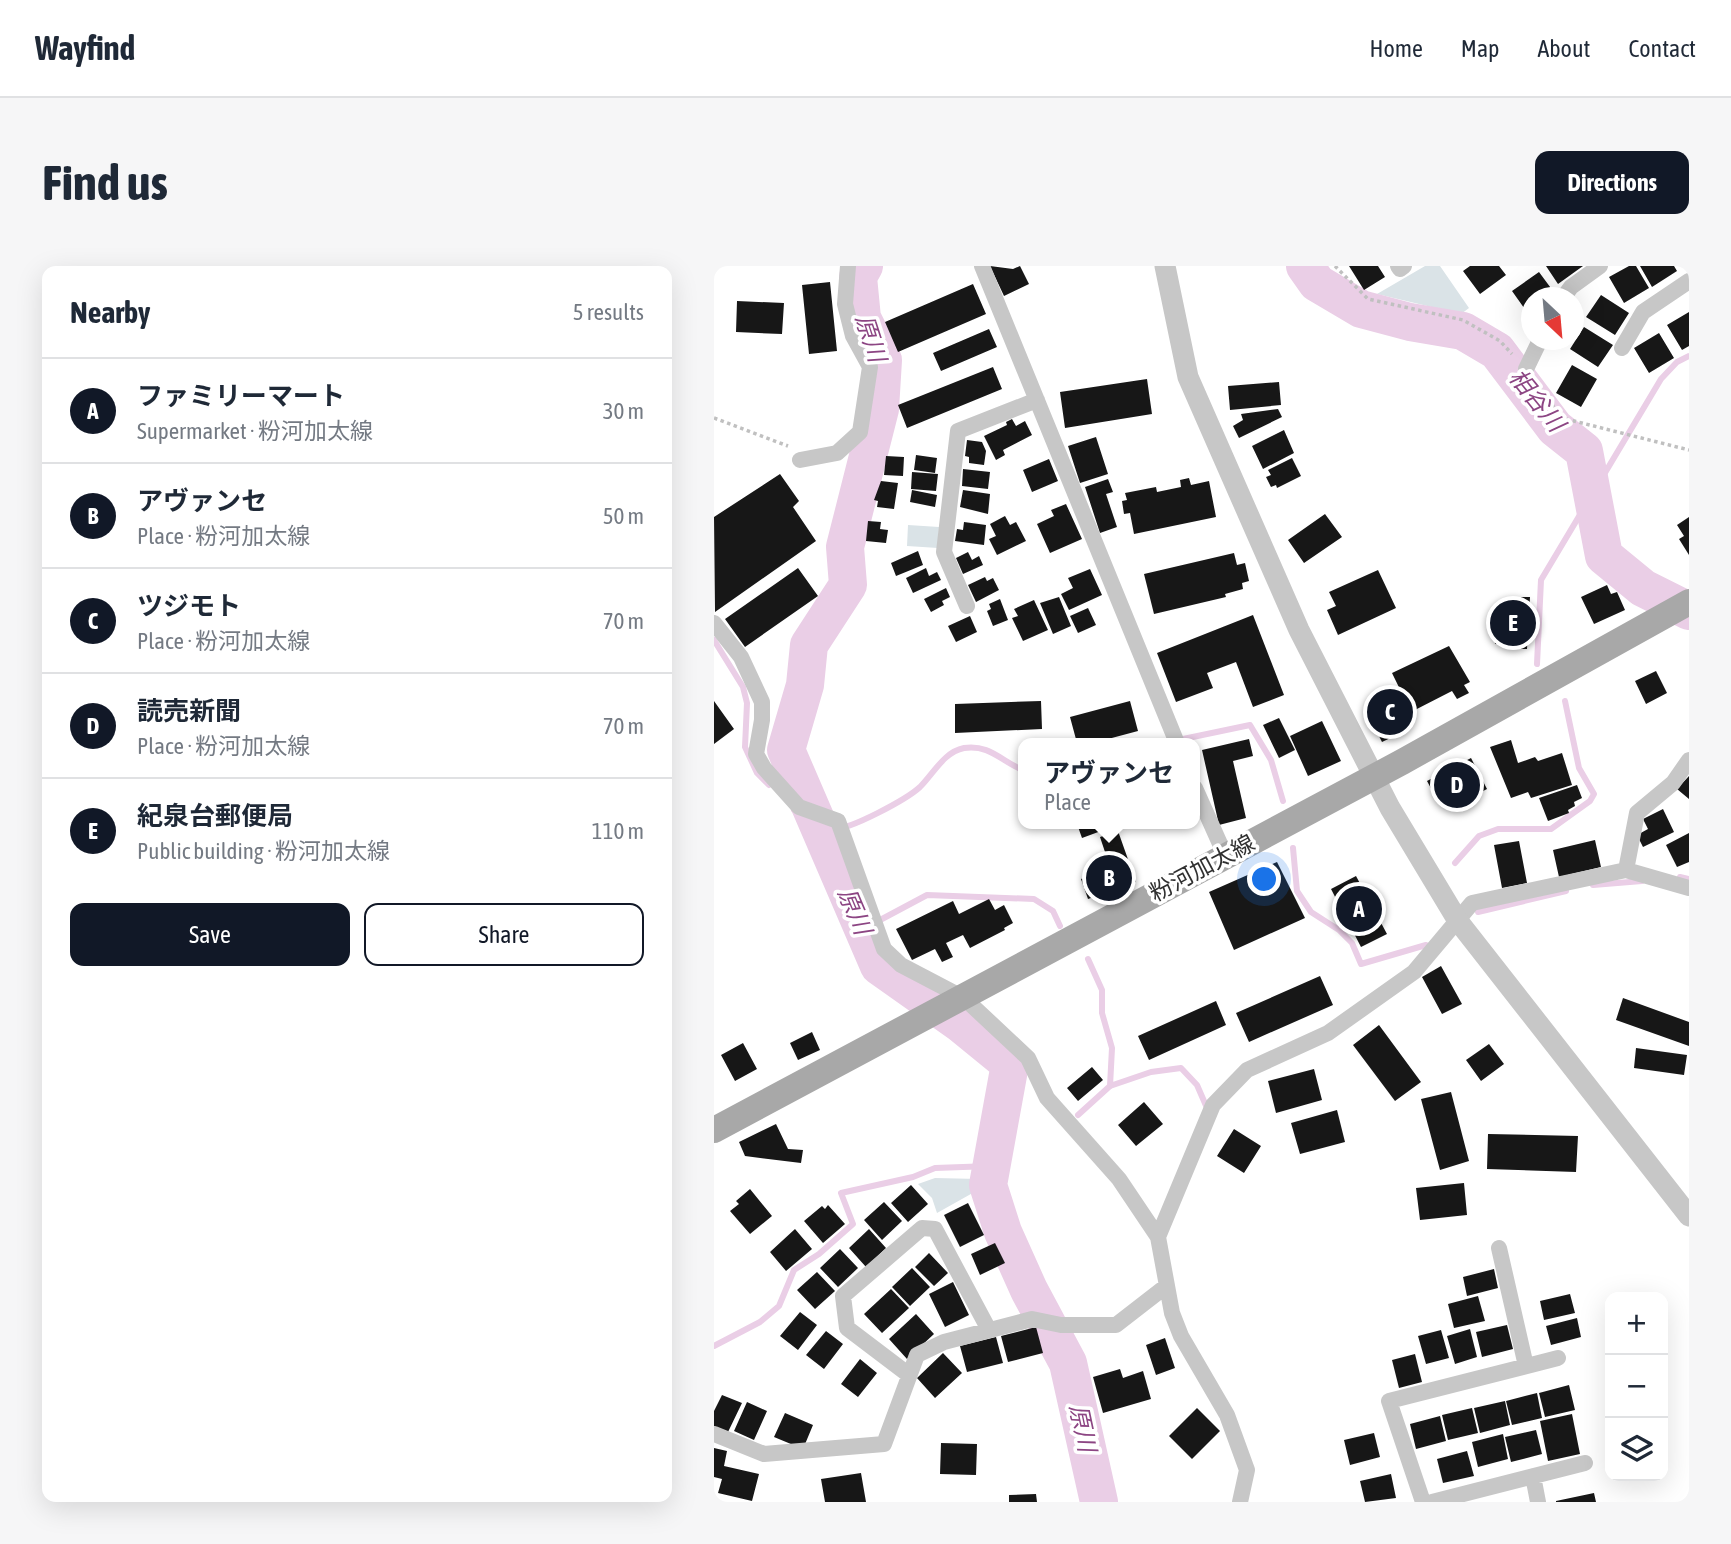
<!DOCTYPE html>
<meta charset="utf-8">
<style>
:root{--surface:#fff;--page:#f6f6f7;--text:#1f2937;--muted:#747a83;--line:#e0e1e3;--accent:#111827}
body{margin:0;font-family:"Asap Condensed","Noto Sans JP",sans-serif;background:var(--page);color:var(--text)}
.controls{position:absolute;right:21px;bottom:21px;display:grid;overflow:hidden;border-radius:14px;box-shadow:0 7px 28px #0002}
.controls button{width:63px;height:63px;display:grid;place-items:center;padding:0;border:0;border-bottom:2px solid var(--line);background:var(--surface);color:var(--text);font:35px sans-serif}
.compass{position:absolute;left:807px;top:21px;width:63px;height:63px;border-radius:50%;background:var(--surface);box-shadow:0 7px 28px #0002;rotate:154deg}
.you{position:absolute;left:551px;top:614px;width:24px;height:24px;margin:-18px;border:5px solid #fff;border-radius:50%;background:#1a73e8;box-shadow:0 0 0 10px #1a73e833}
.badge{display:grid;place-items:center;width:46px;height:46px;border-radius:50%;background:var(--accent);color:#fff;font-size:23px;font-weight:700}
.pin{position:absolute;translate:-50% -50%;border:4px solid #fff;box-shadow:0 2px 7px #0006}
.popup{position:absolute;left:304px;top:472px;width:182px;height:91px;box-sizing:border-box;display:grid;place-content:center;border-radius:14px;background:var(--surface);filter:drop-shadow(0 2px 5px #0005);font-size:23px;white-space:nowrap;color:var(--muted)}
.popup b{font-size:26px;color:var(--text)}
.popup::after{content:'';position:absolute;left:50%;top:100%;margin-left:-14px;border:14px solid transparent;border-top-color:var(--surface)}
.list{margin:0;padding:0;list-style:none}
h2{display:flex;justify-content:space-between;align-items:center;height:91px;margin:0;padding:0 28px;font-size:30px}
h2 small{font-size:23px;font-weight:400;color:var(--muted)}
.list li{display:grid;grid-template-columns:46px 1fr auto;gap:21px;align-items:center;box-sizing:border-box;height:105px;padding:0 28px;border-top:2px solid var(--line)}
.list b{display:block;font-size:26px;white-space:nowrap}
.list p{margin:0;font-size:23px;white-space:nowrap;color:var(--muted)}
.list em{font-size:23px;font-style:normal;color:var(--muted)}
.actions{display:flex;gap:14px;padding:21px 28px}
.actions a{flex:1;padding:16px 0;border:2px solid var(--accent);border-radius:14px;text-align:center;font-size:24px;color:var(--accent)}
.actions .main{background:var(--accent);color:#fff}
.icon{flex:none;width:38px;height:38px;fill:none;stroke:currentColor;stroke-width:2;stroke-linecap:round;stroke-linejoin:round}
.map{position:relative;flex:none;width:975px;height:1236px;overflow:hidden;border-radius:14px}
header{display:flex;align-items:center;gap:42px;box-sizing:border-box;height:98px;padding:0 35px;background:var(--surface);border-bottom:2px solid var(--line)}
header strong{font-size:33px}
nav{display:flex;gap:38px;margin-inline-start:auto;font-size:24px}
.intro{display:flex;align-items:center;justify-content:space-between;box-sizing:border-box;height:168px;padding:0 42px}
h1{margin:0;font-size:49px}
.button{padding:18px 32px;border-radius:14px;background:var(--accent);color:#fff;font-size:24px;font-weight:700}
main{display:flex;gap:42px;padding:0 42px}
aside{flex:1;background:var(--surface);border-radius:14px;box-shadow:0 7px 28px #0002}
.map>svg:first-child{display:block}
.green{fill:#dae3e7}
.lines{fill:none;stroke-linecap:round;stroke-linejoin:round}
.stream{stroke:#eacee6;stroke-width:6}
.river{stroke:#eacee6;stroke-width:38}
.building{fill:#171717}
.path{stroke:#c0c0c0;stroke-width:3.5;stroke-dasharray:3.5 3.5;stroke-linecap:butt}
.minor{stroke:#c7c7c7;stroke-width:16}
.tertiary{stroke:#c7c7c7;stroke-width:21}
.primary{stroke:#a8a8a8;stroke-width:26}
.labels{text-anchor:middle;dominant-baseline:central;stroke-width:7;stroke-linejoin:round;paint-order:stroke}
.street-label{font-size:23px;fill:#303030;stroke:#fff}
.water-label{font-size:24px;font-style:italic;fill:#8c4583;stroke:#fff}
</style>
<header>
<strong>Wayfind</strong>
<nav><a>Home</a><a>Map</a><a>About</a><a>Contact</a></nav>
</header>
<div class="intro"><h1>Find us</h1><a class="button">Directions</a></div>
<main>
<aside>
<h2>Nearby<small>5 results</small></h2>
<ul class="list">
<li><span class="badge">A</span><div><b>ファミリーマート</b><p>Supermarket · 粉河加太線</p></div><em>30 m</em></li>
<li><span class="badge">B</span><div><b>アヴァンセ</b><p>Place · 粉河加太線</p></div><em>50 m</em></li>
<li><span class="badge">C</span><div><b>ツジモト</b><p>Place · 粉河加太線</p></div><em>70 m</em></li>
<li><span class="badge">D</span><div><b>読売新聞</b><p>Place · 粉河加太線</p></div><em>70 m</em></li>
<li><span class="badge">E</span><div><b>紀泉台郵便局</b><p>Public building · 粉河加太線</p></div><em>110 m</em></li>
</ul>
<div class="actions"><a class="main">Save</a><a>Share</a></div>
</aside>
<div class="map">
<svg width="975" height="1236" viewBox="0 0 975 1236">
<rect width="100%" height="100%" fill="#fff"/>
<!-- green -->
<path class="green" d="M711 0H726L755 42 747 48 663 28Z
M194 259 225 261 224 282 193 280Z
M221 912 265 913 264 924 223 947 218 932 204 918Z"/>
<g class="lines">
<!-- stream -->
<path class="stream" d="M0 374 29 421 33 437 31 481 43 507 55 519
M823 398 827 314 947 113 963 96 975 90
M450 477 536 459 557 494 569 535
M80 544C90 554 104 562 119 563 136 564 193 533 206 521 220 507 230 486 250 482 276 478 288 496 309 504
M579 582 583 625 597 646 625 664 638 677 647 698 712 679
M741 597 765 570 784 563H837L876 535 880 528 865 502 851 435
M966 611 975 613
M879 619 928 615
M764 646 852 625
M168 653 213 629 320 633 339 645 346 660
M374 693 388 724V747L398 782 396 820
M364 849 396 820 437 806 467 802 483 819 493 842
M0 1080 46 1056 65 1040 80 1004 105 988 139 958 127 927 199 911 221 902 277 900"/>
<!-- river -->
<path class="river" d="M150 0 144 11 148 52 169 94 166 143 131 281 134 319 95 379 91 419 72 484 165 700 247 758 296 798 274 919 289 966 315 1024 354 1097 385 1236
M591 0 603 17 647 43 696 56 749 65 783 85 841 162 870 185 890 290 929 322 975 345"/>
</g>
<!-- building -->
<path class="building" d="M276 0 299 3 306 0 315 18 290 30Z
M635 0H664L671 11 650 24Z
M756 0H785L792 9 766 28 749 5Z
M832 0H869L844 18Z
M915 0H922L935 22 910 37 895 11Z
M926 0H960L963 5 938 21Z
M825 6 842 29 818 32 815 49 798 25Z
M116 16 123 85 95 88 88 19Z
M259 18 272 48 184 86 171 56Z
M887 29 915 47 901 69 872 51Z
M23 35 70 37 68 68 22 66Z
M975 46V80L968 84 953 59Z
M870 61 899 79 884 101 856 83Z
M275 63 283 81 227 105 219 87Z
M945 67 960 92 935 107 920 82Z
M858 99 883 113 867 141 842 127Z
M279 101 288 123 193 162 184 139Z
M433 113 438 148 351 162 346 126Z
M565 116 567 139 516 144 514 120Z
M564 143 568 151 525 172 519 160 529 154 527 148Z
M298 153 302 160 311 155 318 169 289 184 291 189 282 194 270 170 293 159 292 156Z
M570 164 580 187 549 203 538 180Z
M382 171 394 208 366 217 354 180Z
M253 174 268 176 272 185 270 199 255 197V191L251 190Z
M202 189 223 192 221 207 200 204Z
M172 190 190 191 189 210 170 209Z
M578 192 587 210 563 222 562 219 557 221 552 211 557 209 554 204Z
M335 193 344 215 318 226 309 204Z
M249 203 276 206 274 223 248 220Z
M198 206 224 208 222 225 197 223Z
M66 208 85 235 79 241 102 275 1 346 0 251Z
M475 212 477 219 495 215 502 251 420 268 416 247 410 248 408 235 413 234 411 227 442 221 443 226 467 221 466 214Z
M394 213 399 226 392 228 403 261 386 267 371 221Z
M167 215 184 217 180 243 163 241 164 235 160 234Z
M198 224 223 229 221 241 196 236Z
M249 224 276 228 274 248 246 241Z
M352 238 368 273 336 287 323 258 340 250 337 244Z
M611 248 628 271 590 297 574 274Z
M291 250 296 259 302 256 312 275 283 289 275 273 282 270 276 258Z
M975 251V289L965 273 970 270 963 259Z
M154 255 167 256 166 263 174 264 172 277 152 275Z
M250 256 272 259 270 279 241 275 243 263 249 264Z
M204 285 209 299 182 310 177 297Z
M254 286 258 294 265 290 269 299 249 308 242 292Z
M520 287 523 299 531 297 535 315 528 317 529 323 511 328 512 331 440 348 430 308Z
M84 302 104 330 31 381 11 353Z
M212 302 215 310 223 306 227 314 199 327 192 312Z
M376 303 388 329 355 344 347 328 359 322 354 312Z
M664 304 682 342 624 369 613 344 622 340 615 326Z
M271 311 273 315 279 312 285 324 262 336 254 319Z
M893 319 897 328 903 326 911 344 880 358 867 331Z
M232 322 236 331 228 335 230 339 217 346 210 333Z
M345 331 357 360 339 368 326 337Z
M799 331H816L813 383H801V378H781L780 338H799Z
M286 333 294 354 279 360 273 345 277 343 275 338Z
M320 334 334 364 309 375 298 352 304 350 300 343Z
M374 342 382 359 364 367 356 350Z
M539 349 570 429 539 441 522 396 493 407 499 422 462 436 443 387Z
M256 350 263 366 242 376 234 360Z
M735 380 756 416 750 419 755 427 743 433 738 425 697 446 678 407Z
M942 405 953 427 932 438 921 415Z
M680 426 697 462 668 476 659 458 667 455 658 437Z
M0 435 20 463 0 478Z
M327 435 328 463 241 467V438Z
M416 435 424 465 379 477H363L356 451Z
M565 452 581 484 565 492 549 459Z
M608 455 627 495 594 510 576 470Z
M535 473 539 490 519 495 532 552 505 559 488 484Z
M797 474 804 497 821 491 824 495 848 487 858 519 817 532 814 526 797 532 776 481Z
M757 492 773 523 738 541 734 533 725 537 713 515Z
M975 510V533L963 523Z
M863 519 868 532 860 536 861 540 854 544 855 547 834 555 825 532Z
M949 543 960 566 929 581 923 569 934 563 929 553Z
M363 558H406L368 572Z
M404 565 422 616 374 633 367 613 372 611 370 607 395 598 386 571Z
M975 567V596L963 601 952 579Z
M881 574 887 601 845 611 839 584Z
M805 575 813 617 788 622 780 579Z
M563 596 591 652 520 684 495 626Z
M642 610 673 668 647 681 617 623Z
M275 633 281 644 290 639 299 657 290 662 291 664 256 682 249 669 232 677 239 691 228 696 221 683 198 694 182 663 239 635 245 648Z
M727 700 748 738 728 748 708 711Z
M606 710 619 739 535 776 522 747Z
M909 732 975 756V780L902 754Z
M502 735 512 759 435 794 424 770Z
M665 759 707 816 681 835 639 779Z
M98 766 106 784 84 794 76 777Z
M29 777 43 803 21 815 7 789Z
M775 778 790 798 767 815 752 794Z
M922 782 973 789 970 809 920 802Z
M378 801 389 814 364 835 353 822Z
M600 803 608 834 562 847 554 815Z
M737 826 755 895 726 904 707 833Z
M430 836 449 858 422 880 404 859Z
M623 844 631 876 586 888 577 857Z
M62 858 74 883 89 884 87 897 31 890 25 876Z
M520 863 547 880 530 907 503 890Z
M774 868 864 870 862 906 773 903Z
M750 917 753 949 706 954 702 922Z
M197 919 214 938 194 956 177 937Z
M36 923 58 950 36 968 16 945 25 938 22 935Z
M170 936 188 955 168 974 150 954Z
M254 937 270 969 246 981 230 949Z
M114 939 131 958 109 977 90 955 108 940 111 943Z
M81 963 98 983 72 1005 56 986Z
M155 963 172 982 152 1001 135 982Z
M281 977 291 997 266 1009 257 988Z
M126 983 144 1002 124 1021 106 1002Z
M215 987 234 1007 220 1020 201 1001Z
M198 1002 216 1021 196 1040 178 1021Z
M780 1003 784 1022 753 1030 749 1011Z
M103 1006 121 1025 101 1043 83 1024Z
M239 1016 255 1049 231 1061 215 1028Z
M177 1023 195 1042 168 1067 150 1048Z
M856 1028 861 1047 830 1054 826 1035Z
M764 1030 771 1055 740 1062 734 1038Z
M86 1046 103 1059 84 1084 66 1070Z
M202 1048 220 1068 193 1093 175 1073Z
M863 1052 867 1071 837 1079 832 1060Z
M793 1059 799 1083 768 1091 762 1066Z
M322 1061 329 1087 294 1096 287 1070Z
M756 1063 763 1091 741 1098 733 1070Z
M727 1064 735 1092 712 1098 704 1070Z
M112 1065 129 1078 110 1103 92 1089Z
M282 1071 289 1097 253 1106 246 1080Z
M451 1072 461 1102 442 1109 432 1079Z
M229 1087 248 1107 221 1132 203 1112Z
M701 1088 708 1116 685 1122 678 1094Z
M146 1093 163 1107 144 1131 127 1118Z
M406 1103 409 1112 429 1105 437 1133 389 1147 379 1111Z
M855 1119 861 1144 831 1151 825 1127Z
M823 1127 828 1152 798 1159 792 1135Z
M8 1129 28 1137 14 1166 0 1160V1145Z
M791 1135 796 1159 766 1167 760 1142Z
M33 1136 53 1145 40 1174 20 1165Z
M483 1142 506 1165 478 1193 455 1170Z
M758 1142 764 1167 734 1174 728 1149Z
M71 1147 99 1159 89 1183 60 1171Z
M858 1148 866 1188 834 1195 826 1155Z
M726 1150 732 1175 702 1183 696 1158Z
M822 1164 828 1188 797 1196 791 1171Z
M660 1167 666 1191 636 1199 630 1174Z
M789 1168 794 1193 764 1201 758 1176Z
M227 1177 263 1178 262 1209 226 1208Z
M0 1182 13 1185 10 1200 45 1208 38 1235 4 1227 8 1213 0 1211Z
M753 1185 760 1210 729 1217 723 1193Z
M147 1207 152 1236H111L107 1213Z
M677 1208 682 1232 651 1236 646 1215Z
M880 1227 882 1236H842V1235Z
M322 1228 323 1236H295V1229Z"/>
<g class="lines">
<!-- path -->
<path class="path" d="M621 0 654 33 749 54 786 75 798 88
M821 116 848 152 975 184
M0 152 74 180"/>
<!-- minor -->
<path class="minor" d="M268 0 463 477
M684 0 686 3 690 0
M849 32 857 21 886 0
M908 82 929 46 975 15
M812 103 826 74
M86 194 123 187 146 166 156 101 139 70 131 38 134 0
M253 340 230 286 244 165 323 134
M0 357 27 391 48 436V454L42 488 50 502 85 541 124 555 170 683 187 699 250 732 314 792 333 832 405 913 444 971 458 1047 467 1070 513 1149 533 1204 526 1236
M481 522 511 589
M912 604 923 547 959 517 975 494
M444 971 499 839 533 804 614 767 700 706 758 637 912 604 975 622
M785 982 812 1100
M195 1109 133 1062 129 1030 208 962 221 963 275 1064
M0 1168 50 1188 170 1178 203 1089 230 1076 318 1053 347 1059H402L451 1021
M819 1210 824 1236
M709 1236 675 1135 844 1092
M718 1236 871 1197"/>
<!-- tertiary -->
<path class="tertiary" d="M451 0 474 111 585 364 676 542 744 655 975 950"/>
<!-- primary -->
<path class="primary" d="M0 864 688 496 975 336"/>
</g>
<g class="labels">
<!-- street labels -->
<g class="street-label">
<text transform="translate(488 602) rotate(-28)">粉河加太線</text>
</g>
<!-- water labels -->
<g class="water-label">
<text transform="translate(157 72) rotate(72)">原川</text>
<text transform="translate(823 134) rotate(51)">相谷川</text>
<text transform="translate(141 645) rotate(67)">原川</text>
<text transform="translate(369 1162) rotate(78)">原川</text>
</g>
</g>
</svg>
<div class="controls">
<button>+</button>
<button>−</button>
<button><svg class="icon" aria-label="layers" viewBox="0 0 24 24"><path d="M12 4l9 5-9 5-9-5zM3 14l9 5 9-5"/></svg></button>
</div>
<svg class="compass" viewBox="-18 -18 36 36"><path d="M0-13l5 13h-10z" fill="#e53935"/><path d="M0 13l5-13h-10z" fill="#747a83"/></svg>
<div class="you"></div>
<div class="pin badge" style="left:645px;top:643px">A</div>
<div class="pin badge" style="left:395px;top:612px">B</div>
<div class="popup"><b>アヴァンセ</b>Place</div>
<div class="pin badge" style="left:676px;top:446px">C</div>
<div class="pin badge" style="left:743px;top:519px">D</div>
<div class="pin badge" style="left:799px;top:357px">E</div>
</div>
</main>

(DIRECTIONS FOR THIS TASK)
Give back exactly the lines above, from the line containing "M949 543 960" through the line containing "M909 732 975 756V780L902 754Z", with both end lines and nothing more.

(RESPONSE)
M949 543 960 566 929 581 923 569 934 563 929 553Z
M363 558H406L368 572Z
M404 565 422 616 374 633 367 613 372 611 370 607 395 598 386 571Z
M975 567V596L963 601 952 579Z
M881 574 887 601 845 611 839 584Z
M805 575 813 617 788 622 780 579Z
M563 596 591 652 520 684 495 626Z
M642 610 673 668 647 681 617 623Z
M275 633 281 644 290 639 299 657 290 662 291 664 256 682 249 669 232 677 239 691 228 696 221 683 198 694 182 663 239 635 245 648Z
M727 700 748 738 728 748 708 711Z
M606 710 619 739 535 776 522 747Z
M909 732 975 756V780L902 754Z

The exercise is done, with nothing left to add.